Am I in danger?
Tsunami Risk Zones
Risk is often defined as a combination of the danger posted by an event (tsunami hazard), the vulnerability of people to an event (exposure, e.g., coastal communities), and the likelihood of the event occurring (probability of destructive tsunami). If you live along the coast in a tsunami hazard zone, you are at risk from tsunamis.
All oceanic regions of the world can experience tsunamis, but in the Pacific Ocean and its marginal seas, there is a much more frequent occurrence of large, destructive tsunamis because of the many large earthquakes along the margins of the Pacific Ocean.
All low lying coastal areas can be struck by tsunamis, some of them can be very large; their height can be as great as 10 meters or more (30 meters in extreme cases), and they can move inland several hundreds meters, depending on the slope of the ground.
A tsunami consists of a series of waves with crests arriving every 5 to 60 minutes. Often the first wave may not be the largest. The danger from a tsunami flooding and strong wave currents can last for several hours after the arrival of the first wave. Sometimes a tsunami initially causes the water near shore to recede, exposing the ocean floor.
The force of some tsunamis is enormous. Large rocks weighing several tons, along with boats and other debris, can be moved inland hundreds of meters by tsunami wave activity, and homes and buildings destroyed. All this material and water move with great force, and can kill or injure people.
Tsunamis can occur at any time, day or night, and they can travel up rivers and streams from the ocean. They also can easily wrap around islands and be just as dangerous on coasts not facing the source of the tsunami.
For more information on historical tsunamis, click here
Understanding Risk Behavior: The Fundamental Challenges
(NOAA Coastal Service Center)
Human exposure to risk from coastal hazards is increasing because vulnerable coastal areas are becoming more densely populated. Coastal hazards such as hurricanes and floods are predicted to become more intense as a result of climate change. Better risk communication can save lives, protect property, lessen damage to coastal economies, and create more resilient coastal communities that recover more quickly after a disaster.
What Is Risk?
Risk is often defined as a combination of the danger posed by an event (hazard), the vulnerability of people to an event (exposure), and the likelihood of the event occurring (probability).

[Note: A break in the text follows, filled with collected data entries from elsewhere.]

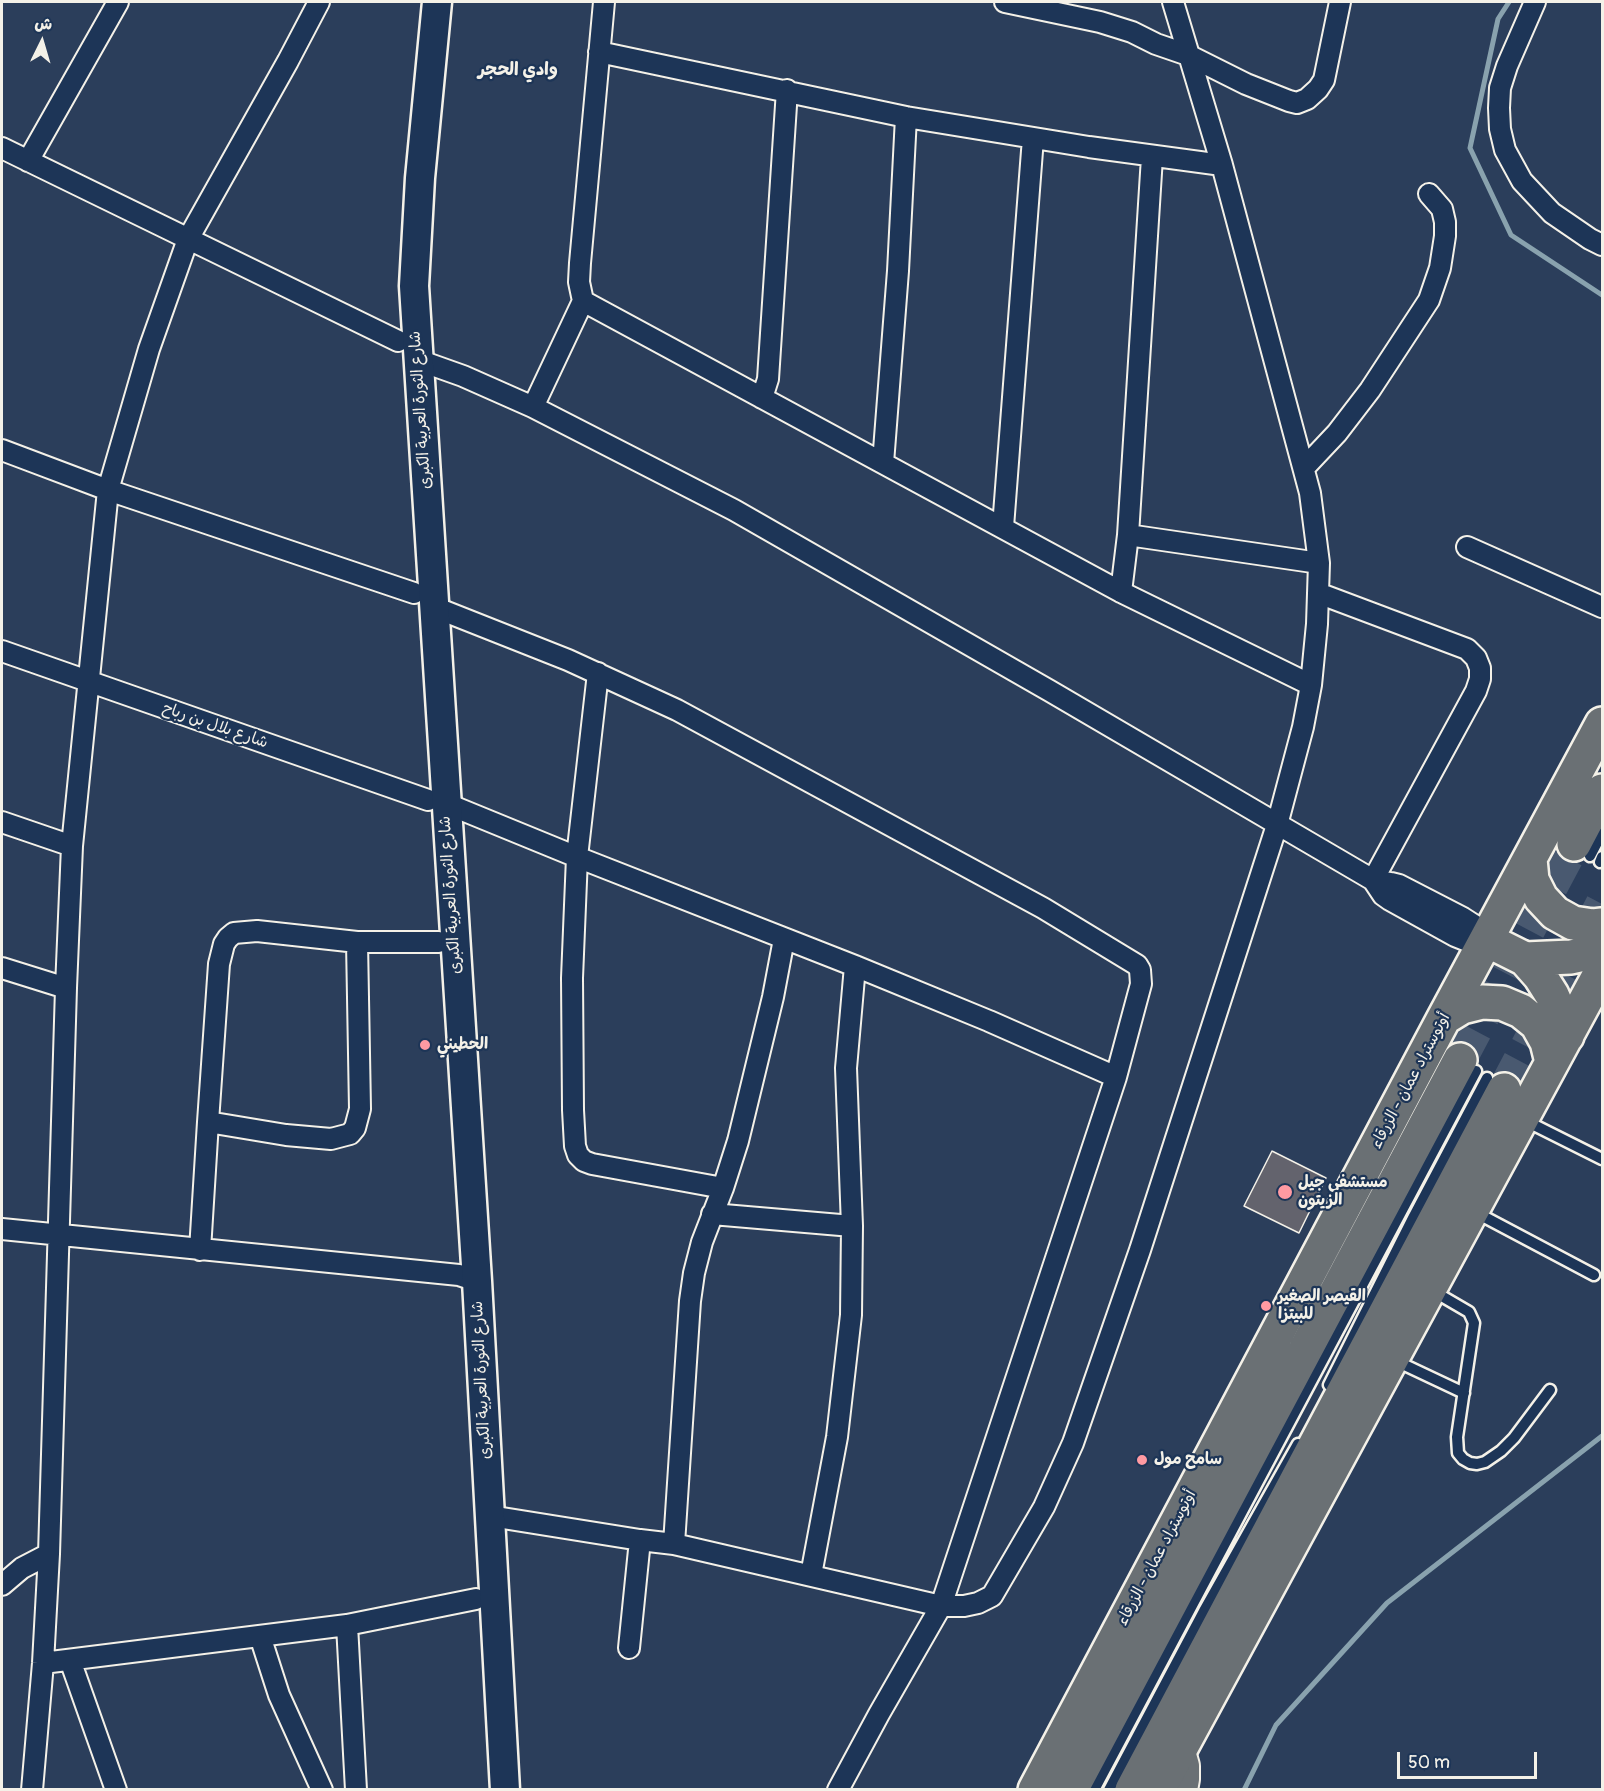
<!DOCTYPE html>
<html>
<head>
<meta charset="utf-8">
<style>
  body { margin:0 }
  #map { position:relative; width:1604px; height:1791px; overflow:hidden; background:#2b3e5b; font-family:Pangolin,"Playpen Sans Arabic",sans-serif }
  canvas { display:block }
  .frame { position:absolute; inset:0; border:3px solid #f4f1e8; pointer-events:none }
  .north { position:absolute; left:12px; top:12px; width:60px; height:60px; -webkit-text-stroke:4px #1d3557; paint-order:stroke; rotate:5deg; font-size:16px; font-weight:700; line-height:24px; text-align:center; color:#f4f1e8 }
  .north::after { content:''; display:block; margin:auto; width:21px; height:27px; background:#f4f1e8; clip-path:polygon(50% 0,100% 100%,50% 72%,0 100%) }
  .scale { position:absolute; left:1397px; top:1752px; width:140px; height:27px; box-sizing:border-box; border:3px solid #f4f1e8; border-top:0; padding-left:8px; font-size:18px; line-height:21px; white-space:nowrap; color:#f4f1e8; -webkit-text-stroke:4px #1d3557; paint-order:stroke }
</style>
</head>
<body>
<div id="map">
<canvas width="1604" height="1791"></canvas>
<div class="frame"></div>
<div class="north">ش</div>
<div class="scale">50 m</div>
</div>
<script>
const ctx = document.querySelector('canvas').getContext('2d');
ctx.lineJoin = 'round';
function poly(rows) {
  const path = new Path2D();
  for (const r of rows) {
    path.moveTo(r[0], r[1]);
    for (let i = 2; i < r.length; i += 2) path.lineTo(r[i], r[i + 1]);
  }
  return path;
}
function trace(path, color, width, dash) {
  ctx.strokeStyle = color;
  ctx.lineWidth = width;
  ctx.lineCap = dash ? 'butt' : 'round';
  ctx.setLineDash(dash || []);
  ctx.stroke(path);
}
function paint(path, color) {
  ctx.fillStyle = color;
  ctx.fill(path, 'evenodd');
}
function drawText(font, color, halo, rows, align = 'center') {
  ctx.font = font + ' Pangolin,"Playpen Sans Arabic",sans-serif';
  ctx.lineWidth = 4.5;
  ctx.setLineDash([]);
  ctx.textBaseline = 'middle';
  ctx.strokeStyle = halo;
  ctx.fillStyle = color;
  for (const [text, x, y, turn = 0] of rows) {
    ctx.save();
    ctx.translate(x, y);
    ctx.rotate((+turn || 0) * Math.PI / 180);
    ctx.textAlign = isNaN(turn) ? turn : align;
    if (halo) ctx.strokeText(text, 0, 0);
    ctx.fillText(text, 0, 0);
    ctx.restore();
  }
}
trace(poly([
  [1509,2,1498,19,1470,148,1511,235,1602,295],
  [1244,1790,1276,1725,1387,1603,1602,1436]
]), '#89a2ae', 5);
const building = poly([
  [1272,1151,1326,1178,1299,1233,1244,1206,1272,1151]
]);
paint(building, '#63636d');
trace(building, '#f4f1e8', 1.5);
trace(poly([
  [1460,1060,1574,844],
  [1504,1090,1602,904]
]), '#495970', 33, [33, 16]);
const lane = poly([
  [1590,856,1602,833],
  [1600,862,1602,857],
  [1524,1120,1602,1159],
  [1475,1212,1594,1275],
  [1433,1291,1469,1312,1474,1323,1457,1437,1458,1453,1463,1459,1470,1463,1477,1464,1485,1462,1501,1451,1514,1438,1550,1390],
  [1394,1360,1464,1393],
  [1329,1385,1413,1218,1487,1078],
  [1094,1790,1476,1071],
  [1109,1790,1204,1611,1298,1444]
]);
const street = poly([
  [1005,2,1100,22,1132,32,1156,44,1188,55,1246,84,1289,101,1297,103,1307,99,1318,89,1324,80,1340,2],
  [1535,2,1507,66,1500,88,1499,108,1500,129,1505,150,1522,181,1552,213,1590,239,1602,245],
  [599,52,906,117,1089,147,1222,165],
  [2,148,398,341],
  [28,161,118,2],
  [583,301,1121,592,1311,685],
  [418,360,463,376,533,407,734,510,1050,691,1373,880,1391,883,1399,885,1463,918,1477,927,1487,940,1470,942,1455,936,1390,900,1383,895,1373,880],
  [762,398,768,379,787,90],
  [533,407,583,301,579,282,580,263,604,2],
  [2,450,108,490,414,593],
  [883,463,898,271,906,117],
  [1304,468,1337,433,1370,390,1429,300,1440,268,1445,236,1445,222,1442,209,1429,194],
  [1003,527,1033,138],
  [1128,535,1319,563],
  [1467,547,1602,607],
  [1121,592,1128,535,1152,157],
  [1318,593,1467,649,1476,658,1480,668,1480,679,1476,691,1373,880],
  [434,607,568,660,677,710,1043,908,1137,965,1140,970,1141,984,1116,1077,941,1606,879,1714,838,1790],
  [2,651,428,800],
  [598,673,577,857,572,978,573,1110,575,1146,578,1155,584,1161,592,1164,723,1188],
  [445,803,577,857,855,966,989,1021,1116,1077],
  [2,822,72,846],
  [357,942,360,1109,355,1128,350,1134,331,1139,286,1135,208,1122,219,964,224,944,228,938,234,933,257,931,357,942,439,942],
  [2,968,66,988],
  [712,1214,852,1226],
  [2,1229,459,1275,477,1281],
  [200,1250,208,1122],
  [490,1516,640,1540,674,1544,941,1606,964,1606,978,1603,992,1596,1044,1507,1073,1443,1140,1250,1277,825,1303,727,1311,685,1317,624,1319,563,1310,493,1222,165,1173,2],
  [674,1544,690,1301,694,1273,702,1242,723,1188,738,1141,773,997,784,939],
  [811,1575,837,1437,851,1315,852,1226,846,1068,855,966],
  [2,1585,22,1568,49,1554],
  [347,1625,356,1790],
  [260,1636,279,1695,322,1790],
  [629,1648,640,1540],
  [70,1660,116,1790],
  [43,1663,347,1625,476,1599],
  [32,1790,43,1663,49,1554,66,988,72,846,108,490,149,349,188,239,288,61,319,2]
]);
const secondary = poly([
  [437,2,420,178,414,286,477,1281,505,1790]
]);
const primary = poly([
  [1179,1752,1183,1766,1183,1779,1181,1790]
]);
const highway = poly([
  [1574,844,1602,791],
  [1530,859,1532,880,1541,898,1555,913,1573,923,1593,926,1602,925],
  [1487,940,1525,959,1540,976,1552,995,1561,1015,1567,1036],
  [1525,959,1571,957,1602,950],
  [1444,1018,1462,1007,1482,1002,1502,1003,1521,1011,1537,1024,1547,1042,1552,1062],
  [1035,1790,1444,1018,1602,724],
  [1071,1790,1460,1060],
  [1132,1790,1504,1090],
  [1158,1790,1602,970]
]);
trace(lane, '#f4f1e8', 15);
trace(street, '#f4f1e8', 24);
trace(secondary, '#f4f1e8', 33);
trace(primary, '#f4f1e8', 36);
trace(highway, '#f4f1e8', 38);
trace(lane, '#1d3557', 10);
trace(street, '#1d3557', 20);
trace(secondary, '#1d3557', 28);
trace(primary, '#6a7074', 32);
trace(highway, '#6a7074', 33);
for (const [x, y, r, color] of [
  [425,1045,6,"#ff9aa2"],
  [1285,1192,8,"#ff9aa2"],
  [1266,1306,6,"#ff9aa2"],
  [1142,1460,6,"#ff9aa2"]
]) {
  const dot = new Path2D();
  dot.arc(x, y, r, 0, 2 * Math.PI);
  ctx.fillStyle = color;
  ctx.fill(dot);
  trace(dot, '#1d3557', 2);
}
drawText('16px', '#f4f1e8', '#1d3557', [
  ["شارع الثورة العربية الكبرى",421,410,-94],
  ["شارع بلال بن رباح",215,726,19],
  ["شارع الثورة العربية الكبرى",451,895,-94],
  ["أوتوستراد عمان - الزرقاء",1411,1081,-62],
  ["شارع الثورة العربية الكبرى",482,1380,-93],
  ["أوتوستراد عمان - الزرقاء",1157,1558,-62]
]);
drawText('bold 16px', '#f4f1e8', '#1d3557', [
  ["الحطيني",437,1045],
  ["مستشفى جيل",1298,1183],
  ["الزيتون",1298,1201],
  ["القيصر الصغير",1278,1297],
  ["للبيتزا",1278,1315],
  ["سامح مول",1154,1460]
], 'left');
drawText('bold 18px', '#f4f1e8', '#1d3557', [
  ["وادي الحجر",518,70]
]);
</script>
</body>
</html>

But why do two people exposed to the same level of risk behave differently? Why does one family evacuate for an oncoming storm while other neighbors stay? Because peoples’ behavior is also determined by their own perceptions and their own decision- making processes.
There are many models and frameworks that attempt to explain how people perceive and interpret risk. A common idea in the models is that people perceive risk from two dimensions: what they know about the risk, and how they feel about the risk. Feelings about risk are shaped by peoples’ past experiences, the opinions of their social networks, their level of control over the risk, and many other factors. Risk managers tend to pay too little attention to how people feel about the risk, focusing instead on increasing their knowledge. Conversely, the public tends to put a lot of emphasis on how they feel about the risk, sometimes ignoring important messages or information.
Making decisions in the face of risk
Perception can be seen as the first step in making a decision, followed by considering options, calculating which option is in your best interest, and then taking action. As with risk perception, psychological and social factors such as the decisions of friends and family, as well as physical circumstances such as mobility and access to transportation, impact how a person weighs the costs and benefits of different options. Many people use intuition or “rules of thumb” to make decisions, which can be helpful or harmful. Decision-making is rarely limited to two mutually exclusive options; there are often many alternate paths.
Risk communication is a critical component of risk management. The ultimate goal of risk communication is generally to change peoples’ behavior in a given situation. And because research has repeatedly shown that behavior change is rarely achieved without highly tailored and carefully crafted messages, a keen understanding of audiences and their situations is essential to success.